These days, however, Mary is getting stiff competition from artificial intelligence.
Consider a recent talk by Geoffrey Hinton, the Pulitzer Prize-winning "godfather of AI." He declared that artificial intelligence threatens to wipe out humanity, as it will have two objectives: stay alive and gain control.
The solution? Make AI into a mother! We need to build "maternal instincts" into AI models, Hinton explained, so "they really care about people." Without that, "we'll be toast."

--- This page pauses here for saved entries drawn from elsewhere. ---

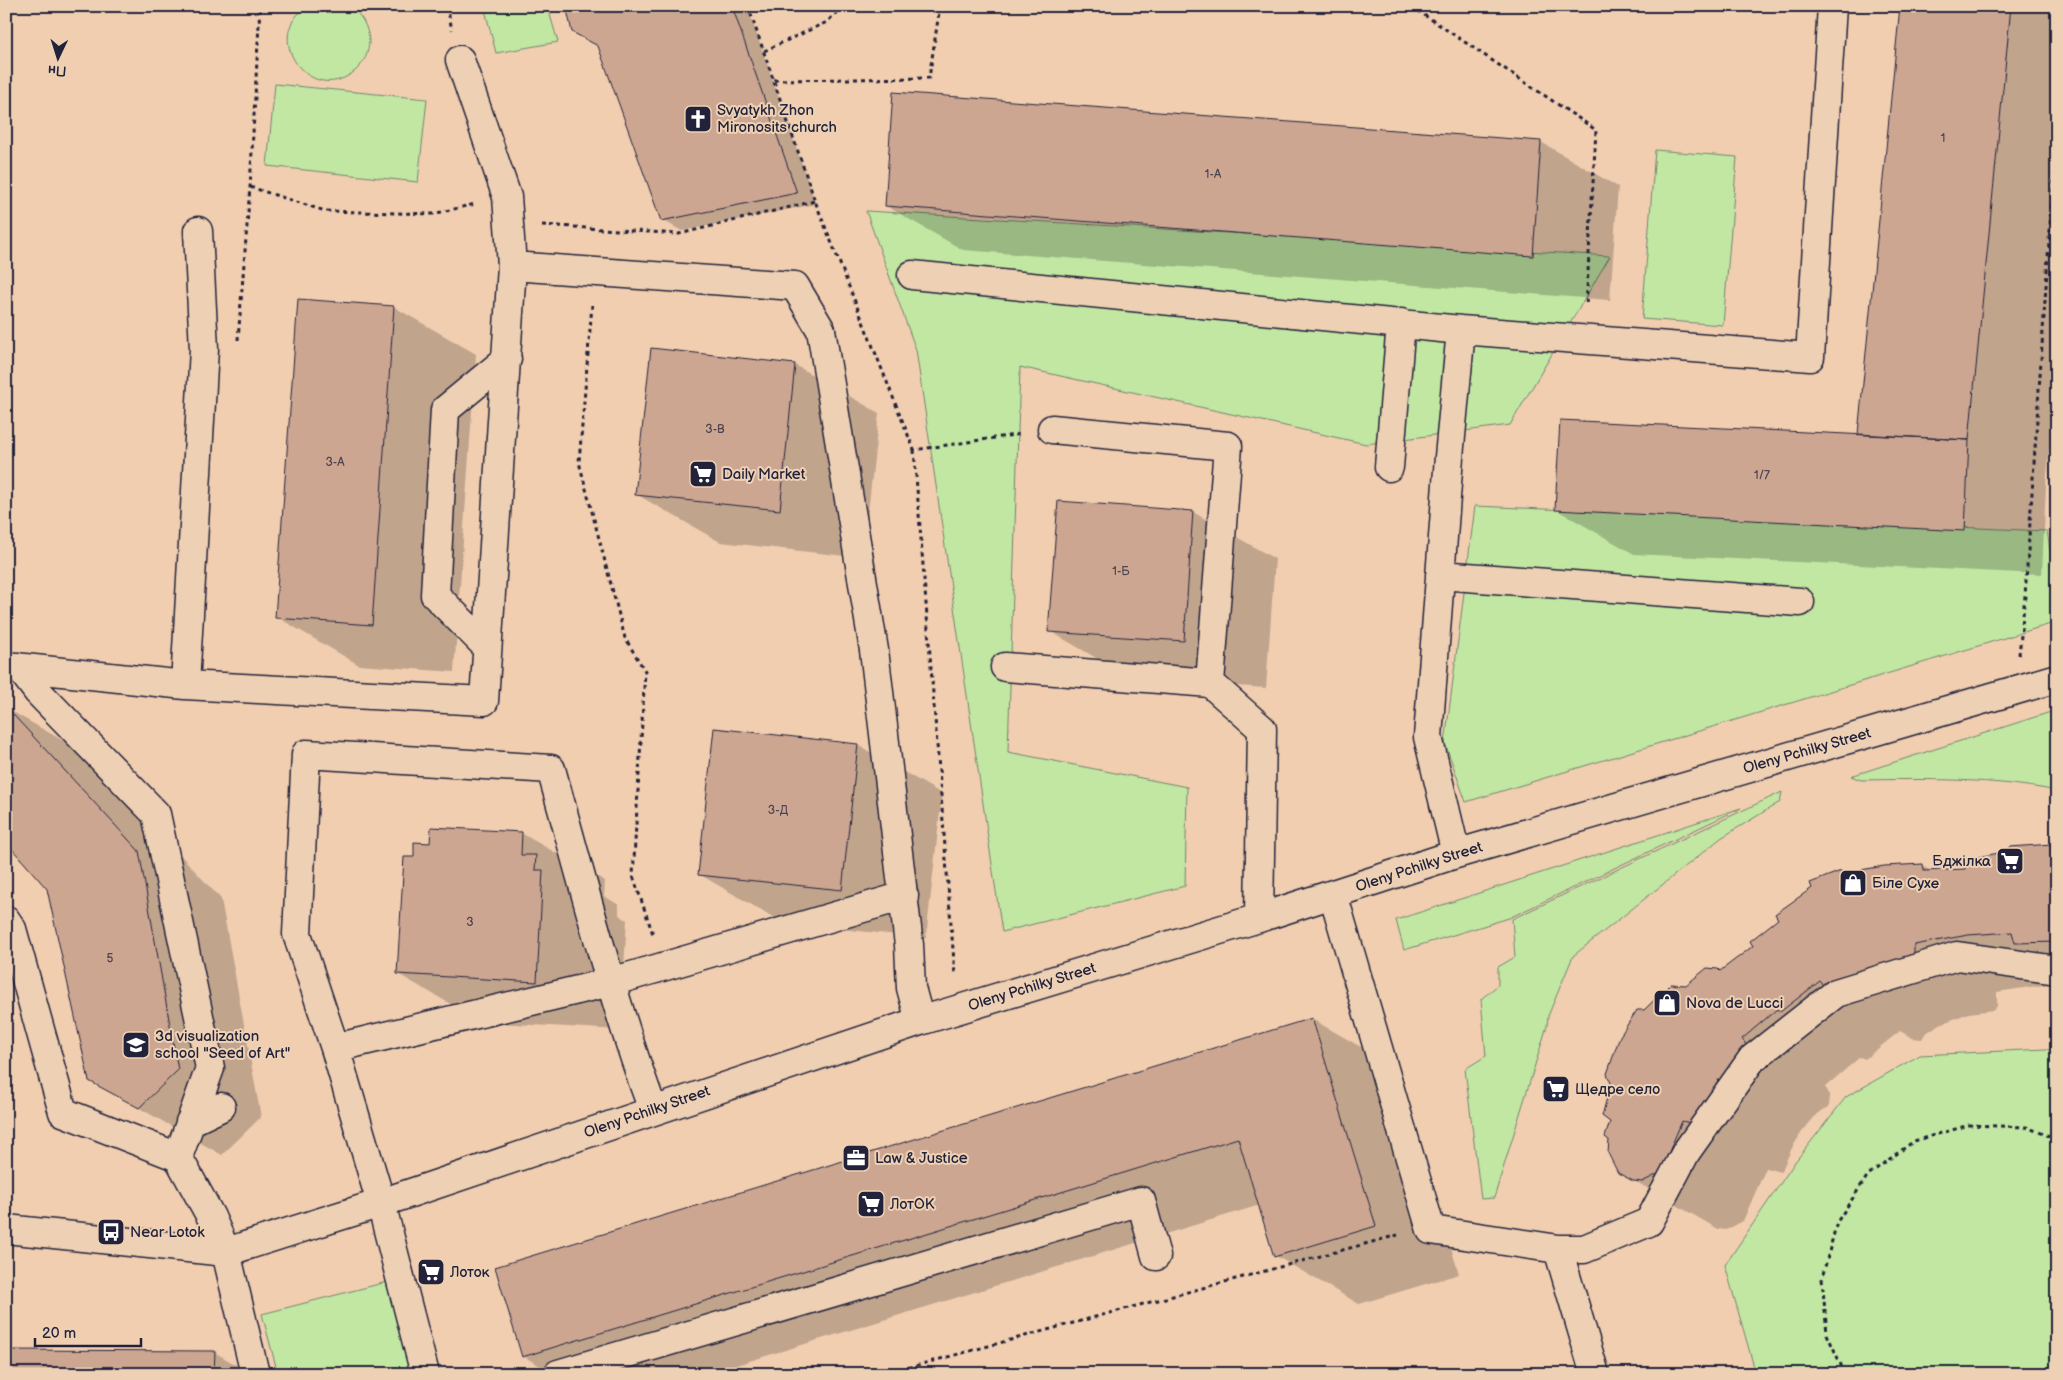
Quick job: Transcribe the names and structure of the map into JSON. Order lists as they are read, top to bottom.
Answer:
{
  "streets": {
    "street": ["Oleny Pchilky Street"]
  },
  "places": {
    "church": ["Svyatykh Zhon Mironosits church"],
    "supermarket": [
      "Daily Market",
      "Бджілка",
      "Щедре село",
      "ЛотОК",
      "Лоток"
    ],
    "shop": ["Біле Сухе", "Nova de Lucci"],
    "school or university": ["3d visualization school \"Seed of Art\""],
    "office": ["Law & Justice"],
    "bus stop": ["Near Lotok"]
  },
  "house_numbers": [
    "1",
    "1-А",
    "3-В",
    "3-А",
    "1/7",
    "1-Б",
    "3-Д",
    "3",
    "5"
  ],
  "scale_bar": "20 m",
  "north": "bottom"
}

Hinton isn't alone in making dire warnings about AI. Consider Dario Amodei, the CEO of Anthropic, the company behind the popular Claude chatbot, which has received billions in funding from Google and Amazon, and enjoys lucrative contracts with the U.S. government.
He fears that we need to act fast or we'll lose control of AI, which will soon be better than humans "at almost everything." AI will trigger massive job loss, especially after it helps us build robots to replace us. When that happens, we'll have to figure out a new purpose for living. Bummer, bro!
Perhaps the greatest threat we face at this time is not that godlike AI will be achieved, but that more and more people will treat AI as godlike.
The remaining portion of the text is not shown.